2. Amendment and Waiver. Except as otherwise provided herein, no
modification, amendment or waiver of any provision of this Debentureholders
Agreement shall be effective against the Company or the holders of the
Debentures unless such modification, amendment or waiver is approved in writing
by the Company and the holders of not less than fifty-one percent (51%) of the
aggregate principal amount of the Debentures then outstanding; provided that
notwithstanding the foregoing, (a) the prior written consent of each holder of
the 2002 Debentures will be required to amend any payment terms of the 2002
Debentures, (b) the prior written consent of the holders of at least sixty-six
and two-thirds percent (66 2/3%) in the aggregate principal amount of the 2002
Debentures will be required to modify, amend or waive any provision of Sections
1(a), 2(a), 2(b) and 3 of this Debentureholders Agreement and (c) the prior
written consent of the holders of at least sixty-six and two-thirds percent
(66 2/3%) in the aggregate principal amount of the Debentures then outstanding
will be required to modify, amend or waive any provision of Section 1(b) of this
Debentureholders Agreement. The failure of any party to enforce any of the
provisions of this Debentureholders Agreement shall in no way be construed as a
waiver of such provisions and shall not affect the right of such party
thereafter to enforce each and every provision of this Debentureholders
Agreement in accordance with its terms.
3. Termination. This Debentureholders Agreement shall terminate on the
earliest to occur of (a) mutual written agreement of the parties hereto and (b)
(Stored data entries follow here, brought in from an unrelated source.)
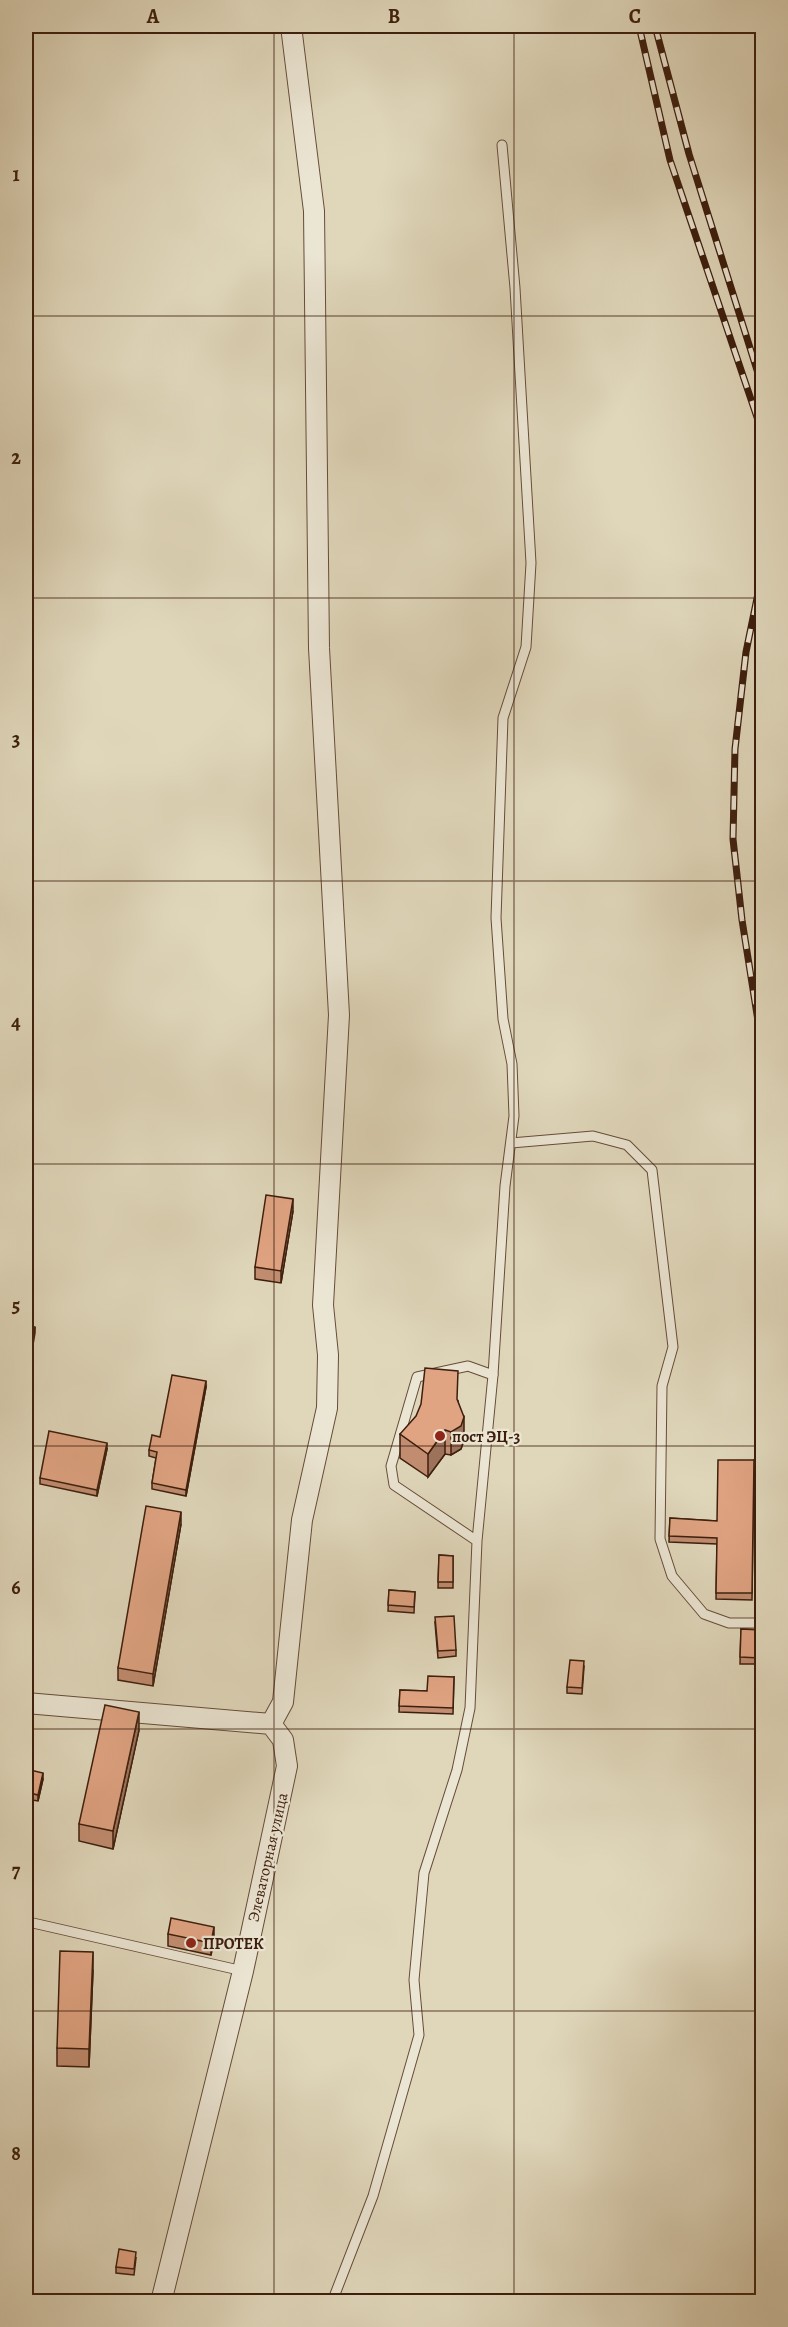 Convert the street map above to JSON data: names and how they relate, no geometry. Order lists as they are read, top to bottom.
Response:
{
  "streets": {
    "street": ["Элеваторная улица"]
  },
  "places": ["пост ЭЦ-3", "ПРОТЕК"],
  "grid": {
    "columns": ["A", "B", "C"],
    "rows": [
      "1",
      "2",
      "3",
      "4",
      "5",
      "6",
      "7",
      "8"
    ]
  }
}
the conversion of Debentures into the Company's Common Stock, or repayment of
the Debentures with accrued and unpaid interest, or combination of the
foregoing, such that the aggregate outstanding principal amount of the
Debentures then outstanding is less than five million dollars ($5,000,000).
4. Severability. Whenever possible, each provision of this Agreement shall
be interpreted in such manner as to be effective and valid under applicable law,
but if any provision of this Debentureholders Agreement is held to be invalid,
illegal or unenforceable in any respect under any applicable law or rule in any
jurisdiction, such invalidity, illegality or unenforceability shall not affect
any other provision or any other jurisdiction, but this Debentureholders
Agreement shall be reformed, construed and enforced in such jurisdiction as if
such invalid, illegal or unenforceable provision had never been contained
herein.
5. Entire Agreement. Except as otherwise expressly set forth herein, this
document, the 2002 Purchase Agreement, the 1998 Purchase Agreement, as amended
pursuant to the Amendment to Debenture and Warrant Purchase Agreement dated of
even date, and the 1999 Purchase Agreement, as amended pursuant to the Amendment
to Debenture and Warrant Purchase Agreement dated of even date embody the
complete agreement and understanding among the parties hereto with respect to
the subject matter hereof and supersede and preempt any prior understandings,
agreements or representations by or among the parties, written or oral, which
may have related to the subject matter hereof in any way.
6. Successors and Assigns. Except as otherwise provided herein, this
Debentureholders Agreement shall bind and inure to the benefit of and be
enforceable by the Company and its successors and assigns, and the holders of
the Debentures and any subsequent holders of the Debentures and the respective
successors and assigns of each of them, so long as they hold the Debentures.
7. Counterparts. This Debentureholders Agreement may be executed in
separate counterparts each of which shall be an original and all of which taken
together shall constitute one and the same agreement.
8. Notices. All notices, demands or other communications to be given or
delivered under or by reason of the provisions of this Debentureholders
Agreement will be in writing and will be deemed to have been given when
delivered personally, mailed by certified or registered mail, return receipt
requested and postage prepaid, or sent via a nationally recognized overnight
courier, or sent via facsimile to the recipient accompanied by a certified or
registered mailing. Such notices, demands or other communications will be sent
to the address indicated below:
To the Company:
Xxxxxx Drug Co., Inc.
000 X. Xxxxxxxxxx Xxxx
Xxxxxxxx, Xxxxxxxx 00000
Attn: President
Fax: 000-000-0000
If to the holders of the Debentures:
To the address provided
on the signature pages to
the 1998 Purchase Agreement,
1999 Purchase Agreement and
2002 Purchase Agreement
or such other address or to the attention of such other person as the
recipient party shall have specified by prior written notice to the sending
party. Any such notice, demand or communication shall be deemed to have been
given (a) on the date of delivery, if delivered personally, (a) on the date of
facsimile transmission, receipt confirmed, (c) one business day after delivery
to a nationally recognized overnight courier service, if marked for next day
delivery or (d) five business days after the date of mailing, if mailed.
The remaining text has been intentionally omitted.